#### WHAT TO DO
The answer must consist of each line below that contains the word "meet", copied in full.

#### DATA
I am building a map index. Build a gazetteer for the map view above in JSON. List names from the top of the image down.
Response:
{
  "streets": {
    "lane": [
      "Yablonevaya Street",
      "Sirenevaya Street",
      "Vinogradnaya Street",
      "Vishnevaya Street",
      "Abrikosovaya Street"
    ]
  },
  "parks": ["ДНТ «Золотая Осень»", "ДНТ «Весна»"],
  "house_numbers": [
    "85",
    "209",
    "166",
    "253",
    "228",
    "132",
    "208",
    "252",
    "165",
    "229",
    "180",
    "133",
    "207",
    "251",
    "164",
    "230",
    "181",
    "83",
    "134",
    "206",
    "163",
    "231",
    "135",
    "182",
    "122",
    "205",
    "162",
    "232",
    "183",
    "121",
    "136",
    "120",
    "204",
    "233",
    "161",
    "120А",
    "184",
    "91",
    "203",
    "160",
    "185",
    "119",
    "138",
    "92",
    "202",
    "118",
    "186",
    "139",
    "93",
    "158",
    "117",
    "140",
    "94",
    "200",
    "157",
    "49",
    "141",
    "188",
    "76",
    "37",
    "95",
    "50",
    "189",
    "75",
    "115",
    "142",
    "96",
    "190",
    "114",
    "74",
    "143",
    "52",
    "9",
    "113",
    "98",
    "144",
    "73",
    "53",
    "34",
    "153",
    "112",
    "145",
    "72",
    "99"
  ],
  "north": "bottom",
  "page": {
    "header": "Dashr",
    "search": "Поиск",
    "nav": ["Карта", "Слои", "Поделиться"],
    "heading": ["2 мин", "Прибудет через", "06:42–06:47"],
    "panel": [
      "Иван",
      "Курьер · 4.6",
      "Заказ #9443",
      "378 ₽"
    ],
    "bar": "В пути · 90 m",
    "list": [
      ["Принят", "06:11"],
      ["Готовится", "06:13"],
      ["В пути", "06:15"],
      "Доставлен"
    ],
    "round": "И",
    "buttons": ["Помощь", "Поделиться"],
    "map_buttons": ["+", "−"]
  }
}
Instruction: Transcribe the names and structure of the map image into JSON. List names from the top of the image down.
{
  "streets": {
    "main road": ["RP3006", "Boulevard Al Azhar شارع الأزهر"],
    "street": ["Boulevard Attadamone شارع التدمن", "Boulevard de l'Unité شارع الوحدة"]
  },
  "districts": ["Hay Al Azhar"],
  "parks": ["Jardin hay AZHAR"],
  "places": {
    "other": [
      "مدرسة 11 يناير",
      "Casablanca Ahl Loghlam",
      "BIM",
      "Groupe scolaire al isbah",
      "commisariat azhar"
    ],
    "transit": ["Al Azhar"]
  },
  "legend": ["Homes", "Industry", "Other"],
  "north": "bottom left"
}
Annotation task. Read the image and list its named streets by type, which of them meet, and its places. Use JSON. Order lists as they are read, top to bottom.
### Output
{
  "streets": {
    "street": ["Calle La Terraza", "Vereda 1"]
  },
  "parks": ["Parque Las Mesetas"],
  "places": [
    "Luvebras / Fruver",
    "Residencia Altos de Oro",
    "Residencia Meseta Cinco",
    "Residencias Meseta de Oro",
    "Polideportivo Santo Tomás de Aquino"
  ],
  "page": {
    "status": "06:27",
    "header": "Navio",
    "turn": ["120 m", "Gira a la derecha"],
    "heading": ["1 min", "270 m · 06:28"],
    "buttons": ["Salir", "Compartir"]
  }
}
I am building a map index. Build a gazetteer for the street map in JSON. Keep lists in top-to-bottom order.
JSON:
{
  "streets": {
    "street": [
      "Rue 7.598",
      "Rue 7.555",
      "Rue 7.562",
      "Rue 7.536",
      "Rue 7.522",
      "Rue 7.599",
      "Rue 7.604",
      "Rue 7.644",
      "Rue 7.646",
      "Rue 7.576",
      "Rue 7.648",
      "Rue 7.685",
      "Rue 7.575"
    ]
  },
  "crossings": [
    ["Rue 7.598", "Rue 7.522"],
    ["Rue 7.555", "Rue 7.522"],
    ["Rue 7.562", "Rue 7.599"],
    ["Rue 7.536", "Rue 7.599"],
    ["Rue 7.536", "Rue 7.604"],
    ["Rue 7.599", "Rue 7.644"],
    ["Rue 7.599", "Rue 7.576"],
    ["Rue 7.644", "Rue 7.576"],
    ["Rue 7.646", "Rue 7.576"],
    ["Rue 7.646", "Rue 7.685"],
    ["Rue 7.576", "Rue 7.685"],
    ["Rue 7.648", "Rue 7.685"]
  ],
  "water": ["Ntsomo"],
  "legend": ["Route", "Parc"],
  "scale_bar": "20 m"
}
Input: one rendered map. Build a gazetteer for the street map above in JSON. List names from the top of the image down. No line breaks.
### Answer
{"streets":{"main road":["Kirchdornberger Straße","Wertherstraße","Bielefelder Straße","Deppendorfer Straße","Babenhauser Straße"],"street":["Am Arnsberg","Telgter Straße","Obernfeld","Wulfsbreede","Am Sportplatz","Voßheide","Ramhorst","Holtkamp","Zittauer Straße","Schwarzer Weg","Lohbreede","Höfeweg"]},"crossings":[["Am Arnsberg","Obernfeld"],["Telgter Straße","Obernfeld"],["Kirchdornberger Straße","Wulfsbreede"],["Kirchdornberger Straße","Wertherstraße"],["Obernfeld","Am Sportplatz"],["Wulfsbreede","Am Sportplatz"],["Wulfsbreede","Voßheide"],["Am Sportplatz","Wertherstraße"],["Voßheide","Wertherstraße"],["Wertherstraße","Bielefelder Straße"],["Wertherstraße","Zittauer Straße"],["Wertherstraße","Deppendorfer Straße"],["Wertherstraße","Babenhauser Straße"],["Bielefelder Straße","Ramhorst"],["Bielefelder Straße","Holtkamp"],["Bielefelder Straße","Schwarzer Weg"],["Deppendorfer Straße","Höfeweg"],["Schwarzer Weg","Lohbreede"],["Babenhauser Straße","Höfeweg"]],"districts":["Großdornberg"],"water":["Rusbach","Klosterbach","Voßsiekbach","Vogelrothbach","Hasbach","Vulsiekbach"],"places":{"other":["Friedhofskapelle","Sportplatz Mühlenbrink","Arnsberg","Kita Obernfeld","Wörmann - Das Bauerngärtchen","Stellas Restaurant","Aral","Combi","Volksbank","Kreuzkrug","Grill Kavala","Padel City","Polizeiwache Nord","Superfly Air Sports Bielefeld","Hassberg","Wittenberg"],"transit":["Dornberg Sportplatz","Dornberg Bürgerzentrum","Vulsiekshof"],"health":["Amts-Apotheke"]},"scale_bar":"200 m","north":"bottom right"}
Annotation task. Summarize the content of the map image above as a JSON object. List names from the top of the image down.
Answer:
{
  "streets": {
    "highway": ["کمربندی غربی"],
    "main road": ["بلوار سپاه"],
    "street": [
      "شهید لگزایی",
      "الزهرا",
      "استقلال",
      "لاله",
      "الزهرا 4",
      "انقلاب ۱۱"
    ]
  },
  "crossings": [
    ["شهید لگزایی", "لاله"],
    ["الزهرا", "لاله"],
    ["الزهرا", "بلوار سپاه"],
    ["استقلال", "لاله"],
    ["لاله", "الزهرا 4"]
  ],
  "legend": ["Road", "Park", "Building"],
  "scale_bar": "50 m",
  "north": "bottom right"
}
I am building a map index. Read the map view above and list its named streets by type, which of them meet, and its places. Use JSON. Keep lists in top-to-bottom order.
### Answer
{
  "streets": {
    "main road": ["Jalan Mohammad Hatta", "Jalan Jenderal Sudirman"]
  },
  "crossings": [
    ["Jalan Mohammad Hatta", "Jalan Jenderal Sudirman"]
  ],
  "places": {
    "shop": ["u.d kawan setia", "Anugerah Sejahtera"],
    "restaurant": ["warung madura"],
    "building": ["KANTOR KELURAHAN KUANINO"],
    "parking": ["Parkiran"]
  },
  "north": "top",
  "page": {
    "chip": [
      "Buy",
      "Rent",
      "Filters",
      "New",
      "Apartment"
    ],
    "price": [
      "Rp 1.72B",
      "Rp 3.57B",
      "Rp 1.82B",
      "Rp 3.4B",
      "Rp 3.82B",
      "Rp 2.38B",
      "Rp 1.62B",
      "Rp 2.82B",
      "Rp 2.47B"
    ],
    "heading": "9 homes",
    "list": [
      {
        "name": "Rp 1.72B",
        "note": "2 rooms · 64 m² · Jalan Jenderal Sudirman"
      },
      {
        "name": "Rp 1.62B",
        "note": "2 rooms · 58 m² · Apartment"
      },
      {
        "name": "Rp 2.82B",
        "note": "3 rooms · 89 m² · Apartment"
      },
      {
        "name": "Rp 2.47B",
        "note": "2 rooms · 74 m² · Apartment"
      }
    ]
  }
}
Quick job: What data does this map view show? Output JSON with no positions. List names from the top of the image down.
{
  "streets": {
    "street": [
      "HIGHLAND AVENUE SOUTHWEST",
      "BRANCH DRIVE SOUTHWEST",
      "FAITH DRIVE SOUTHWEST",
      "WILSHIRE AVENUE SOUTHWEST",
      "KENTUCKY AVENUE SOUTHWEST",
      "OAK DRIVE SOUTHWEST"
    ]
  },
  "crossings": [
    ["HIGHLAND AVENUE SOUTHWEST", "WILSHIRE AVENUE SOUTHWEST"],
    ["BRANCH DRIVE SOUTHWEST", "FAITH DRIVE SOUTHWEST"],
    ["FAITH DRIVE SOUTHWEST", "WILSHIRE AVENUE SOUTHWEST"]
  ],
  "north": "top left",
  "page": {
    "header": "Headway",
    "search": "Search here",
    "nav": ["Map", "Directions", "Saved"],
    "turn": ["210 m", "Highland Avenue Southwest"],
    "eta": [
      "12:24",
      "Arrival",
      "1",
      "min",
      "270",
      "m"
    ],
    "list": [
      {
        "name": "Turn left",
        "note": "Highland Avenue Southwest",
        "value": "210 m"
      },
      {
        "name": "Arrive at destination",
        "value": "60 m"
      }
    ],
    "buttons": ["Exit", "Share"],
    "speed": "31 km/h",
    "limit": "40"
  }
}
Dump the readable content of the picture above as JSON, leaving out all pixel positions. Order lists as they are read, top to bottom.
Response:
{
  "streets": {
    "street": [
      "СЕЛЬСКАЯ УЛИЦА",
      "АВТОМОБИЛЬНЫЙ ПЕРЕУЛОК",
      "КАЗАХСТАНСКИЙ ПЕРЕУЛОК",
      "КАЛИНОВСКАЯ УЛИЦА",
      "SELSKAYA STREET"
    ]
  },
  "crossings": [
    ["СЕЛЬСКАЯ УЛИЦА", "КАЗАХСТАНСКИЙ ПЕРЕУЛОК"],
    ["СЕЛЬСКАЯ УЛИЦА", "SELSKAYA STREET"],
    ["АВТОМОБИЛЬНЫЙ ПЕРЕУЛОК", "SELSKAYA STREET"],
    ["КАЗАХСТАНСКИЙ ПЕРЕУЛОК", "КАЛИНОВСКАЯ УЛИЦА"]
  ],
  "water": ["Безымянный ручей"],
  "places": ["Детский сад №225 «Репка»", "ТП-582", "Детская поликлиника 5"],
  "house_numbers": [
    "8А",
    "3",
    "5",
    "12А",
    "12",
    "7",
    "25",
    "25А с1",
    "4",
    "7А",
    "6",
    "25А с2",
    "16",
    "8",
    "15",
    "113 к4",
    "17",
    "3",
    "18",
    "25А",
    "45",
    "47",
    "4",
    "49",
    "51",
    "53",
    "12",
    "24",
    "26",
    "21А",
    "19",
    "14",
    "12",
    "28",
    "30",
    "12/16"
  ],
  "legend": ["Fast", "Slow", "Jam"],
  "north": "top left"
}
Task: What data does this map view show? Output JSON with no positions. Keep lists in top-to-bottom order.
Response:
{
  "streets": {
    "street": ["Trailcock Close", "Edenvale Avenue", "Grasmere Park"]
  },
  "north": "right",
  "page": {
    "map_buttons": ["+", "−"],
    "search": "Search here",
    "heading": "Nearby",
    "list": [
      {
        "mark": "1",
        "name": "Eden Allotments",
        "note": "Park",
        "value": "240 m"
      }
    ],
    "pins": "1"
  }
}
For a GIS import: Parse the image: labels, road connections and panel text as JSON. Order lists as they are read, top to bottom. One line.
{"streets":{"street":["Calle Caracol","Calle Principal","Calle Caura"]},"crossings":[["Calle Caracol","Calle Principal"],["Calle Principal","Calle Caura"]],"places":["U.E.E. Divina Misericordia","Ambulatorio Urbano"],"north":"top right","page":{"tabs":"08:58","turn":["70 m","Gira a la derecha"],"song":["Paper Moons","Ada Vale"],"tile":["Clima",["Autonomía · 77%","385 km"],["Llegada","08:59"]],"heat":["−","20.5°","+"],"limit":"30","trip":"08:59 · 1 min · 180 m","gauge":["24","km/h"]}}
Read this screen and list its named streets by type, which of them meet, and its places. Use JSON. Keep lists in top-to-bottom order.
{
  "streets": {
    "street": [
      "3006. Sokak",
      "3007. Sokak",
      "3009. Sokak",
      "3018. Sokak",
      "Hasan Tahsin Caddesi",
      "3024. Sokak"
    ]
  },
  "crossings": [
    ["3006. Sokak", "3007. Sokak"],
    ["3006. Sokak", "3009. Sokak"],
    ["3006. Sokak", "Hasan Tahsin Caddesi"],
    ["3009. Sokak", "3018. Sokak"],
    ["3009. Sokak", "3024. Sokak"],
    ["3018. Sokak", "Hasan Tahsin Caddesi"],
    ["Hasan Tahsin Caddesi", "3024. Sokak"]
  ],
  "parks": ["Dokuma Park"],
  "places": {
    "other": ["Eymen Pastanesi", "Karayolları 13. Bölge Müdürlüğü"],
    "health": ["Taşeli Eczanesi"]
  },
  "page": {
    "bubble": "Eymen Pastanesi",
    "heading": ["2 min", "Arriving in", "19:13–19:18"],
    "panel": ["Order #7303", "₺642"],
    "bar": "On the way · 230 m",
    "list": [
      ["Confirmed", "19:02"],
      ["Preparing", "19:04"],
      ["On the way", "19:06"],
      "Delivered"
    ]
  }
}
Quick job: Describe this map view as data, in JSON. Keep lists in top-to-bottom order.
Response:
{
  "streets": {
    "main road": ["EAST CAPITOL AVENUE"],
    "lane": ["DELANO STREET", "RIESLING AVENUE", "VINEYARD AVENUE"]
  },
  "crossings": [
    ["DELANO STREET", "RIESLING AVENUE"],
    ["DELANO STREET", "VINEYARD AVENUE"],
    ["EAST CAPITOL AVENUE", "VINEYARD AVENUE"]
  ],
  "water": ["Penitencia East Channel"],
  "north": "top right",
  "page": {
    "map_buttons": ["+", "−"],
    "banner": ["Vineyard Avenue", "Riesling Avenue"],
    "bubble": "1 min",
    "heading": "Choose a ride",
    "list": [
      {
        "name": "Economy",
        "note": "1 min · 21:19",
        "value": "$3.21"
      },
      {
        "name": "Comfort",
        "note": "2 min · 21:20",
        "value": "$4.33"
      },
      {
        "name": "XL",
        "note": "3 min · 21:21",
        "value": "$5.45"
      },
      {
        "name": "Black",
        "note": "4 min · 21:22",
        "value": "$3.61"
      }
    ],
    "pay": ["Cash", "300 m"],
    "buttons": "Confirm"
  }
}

#### RESPONSE FOR THIS EXERCISE
Annotation task. Read the image and list its named streets by type, which of them meet, and its places. Use JSON. Order lists as they are read, top to bottom.
I am building a map index. Read the map view above and list its named streets by type, which of them meet, and its places. Use JSON. Keep lists in top-to-bottom order.
Read this screen and list its named streets by type, which of them meet, and its places. Use JSON. Keep lists in top-to-bottom order.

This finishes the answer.